Restore Postgres to externally managed DB¶
This operation should be executed from the macOS or GNU\Linux machine where previously taken PostgreSQL backup is located.
ADDITIONAL NOTE: Please make sure that the application is scaled down before following this guide
When restoring backed up postgres DBs, the following databases must be skipped (see Restore backup section below for more):
* identityresourceservice
* sushihydra
If DR version is >= 10.1.0:
* cnshydra
Prerequisites¶
- Utility pg_restore of relevant version is installed on the host from where backup will be restored
- Utility kubectl of version 1.23 is installed on the host from where backup will be restored
- Utility
kubectlis configured to access the Kubernetes cluster where DataRobot application is running, verify this withkubectl cluster-infocommand. - Please make sure the customer has allocated enough storage to perform this activity.

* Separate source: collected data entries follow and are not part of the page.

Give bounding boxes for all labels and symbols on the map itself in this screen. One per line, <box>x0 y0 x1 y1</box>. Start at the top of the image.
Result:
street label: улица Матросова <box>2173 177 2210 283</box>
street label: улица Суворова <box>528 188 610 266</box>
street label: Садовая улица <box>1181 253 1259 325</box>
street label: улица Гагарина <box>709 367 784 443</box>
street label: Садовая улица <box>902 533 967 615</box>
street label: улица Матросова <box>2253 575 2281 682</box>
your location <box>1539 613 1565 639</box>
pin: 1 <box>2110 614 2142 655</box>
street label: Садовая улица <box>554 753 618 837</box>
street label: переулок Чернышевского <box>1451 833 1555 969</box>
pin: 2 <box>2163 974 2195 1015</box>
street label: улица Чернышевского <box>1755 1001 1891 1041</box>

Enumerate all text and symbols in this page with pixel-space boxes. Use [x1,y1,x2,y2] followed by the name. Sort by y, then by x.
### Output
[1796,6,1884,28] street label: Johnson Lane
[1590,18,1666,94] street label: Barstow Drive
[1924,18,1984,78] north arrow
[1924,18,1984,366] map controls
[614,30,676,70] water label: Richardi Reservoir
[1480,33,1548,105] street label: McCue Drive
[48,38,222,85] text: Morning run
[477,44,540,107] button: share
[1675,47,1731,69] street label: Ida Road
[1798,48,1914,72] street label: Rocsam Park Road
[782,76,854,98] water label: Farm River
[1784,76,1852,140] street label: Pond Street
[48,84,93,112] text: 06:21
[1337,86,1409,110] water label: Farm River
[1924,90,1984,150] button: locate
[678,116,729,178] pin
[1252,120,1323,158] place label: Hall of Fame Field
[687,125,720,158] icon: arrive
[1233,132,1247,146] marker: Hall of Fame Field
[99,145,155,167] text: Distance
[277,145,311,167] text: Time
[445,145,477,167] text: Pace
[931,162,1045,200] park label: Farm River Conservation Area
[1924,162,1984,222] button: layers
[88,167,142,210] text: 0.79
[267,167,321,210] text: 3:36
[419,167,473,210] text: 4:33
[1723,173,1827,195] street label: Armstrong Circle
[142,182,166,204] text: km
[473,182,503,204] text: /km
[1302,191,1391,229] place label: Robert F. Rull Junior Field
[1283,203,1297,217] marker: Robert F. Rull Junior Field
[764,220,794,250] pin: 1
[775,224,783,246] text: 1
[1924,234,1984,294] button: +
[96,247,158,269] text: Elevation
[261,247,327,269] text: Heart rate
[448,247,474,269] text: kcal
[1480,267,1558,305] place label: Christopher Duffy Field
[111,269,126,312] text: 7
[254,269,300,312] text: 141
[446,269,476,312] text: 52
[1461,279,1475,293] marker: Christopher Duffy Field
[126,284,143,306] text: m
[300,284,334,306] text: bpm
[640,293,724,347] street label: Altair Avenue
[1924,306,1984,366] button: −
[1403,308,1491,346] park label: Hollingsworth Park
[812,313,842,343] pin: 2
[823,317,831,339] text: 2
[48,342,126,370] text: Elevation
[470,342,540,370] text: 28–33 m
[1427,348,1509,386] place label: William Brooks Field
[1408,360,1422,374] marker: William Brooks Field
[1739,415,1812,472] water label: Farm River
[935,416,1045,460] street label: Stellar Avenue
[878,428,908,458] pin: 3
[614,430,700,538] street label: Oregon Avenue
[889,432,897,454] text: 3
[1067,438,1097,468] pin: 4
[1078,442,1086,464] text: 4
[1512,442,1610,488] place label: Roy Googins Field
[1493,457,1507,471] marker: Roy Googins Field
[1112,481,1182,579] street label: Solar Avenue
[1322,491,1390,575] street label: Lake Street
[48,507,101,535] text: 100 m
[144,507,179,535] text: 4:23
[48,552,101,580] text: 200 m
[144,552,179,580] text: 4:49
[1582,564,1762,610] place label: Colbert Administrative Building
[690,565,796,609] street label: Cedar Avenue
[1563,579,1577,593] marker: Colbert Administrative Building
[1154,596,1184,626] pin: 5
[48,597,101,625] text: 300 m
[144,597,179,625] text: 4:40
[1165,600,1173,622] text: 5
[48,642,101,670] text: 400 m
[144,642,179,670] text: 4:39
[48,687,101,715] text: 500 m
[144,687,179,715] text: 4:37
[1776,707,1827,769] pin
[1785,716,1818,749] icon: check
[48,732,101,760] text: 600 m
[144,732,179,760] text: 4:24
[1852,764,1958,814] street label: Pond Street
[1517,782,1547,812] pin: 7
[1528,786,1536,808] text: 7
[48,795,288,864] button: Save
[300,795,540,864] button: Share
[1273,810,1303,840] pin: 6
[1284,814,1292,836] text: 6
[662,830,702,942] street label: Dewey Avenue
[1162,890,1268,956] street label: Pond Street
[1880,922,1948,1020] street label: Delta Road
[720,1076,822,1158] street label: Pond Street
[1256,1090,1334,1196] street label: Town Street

Internal note: Since we apply different pcs ha charts for external pcs where there will be no Mongo and PostgreSQL statefulsets, the k8s cluster provisioned will need to have enough space for restore while moving from internally hosted PCS to external PCS setup. Please see (external pcs)[installation/external-pcs.md] doc for more details
If customer has internal db size of 50GB, we would need atleast 110GB available size i.e 50% extra on the k8s cluster provisioned with external db store for a duration of time when we are migrating over, a temporary disk mount will also work.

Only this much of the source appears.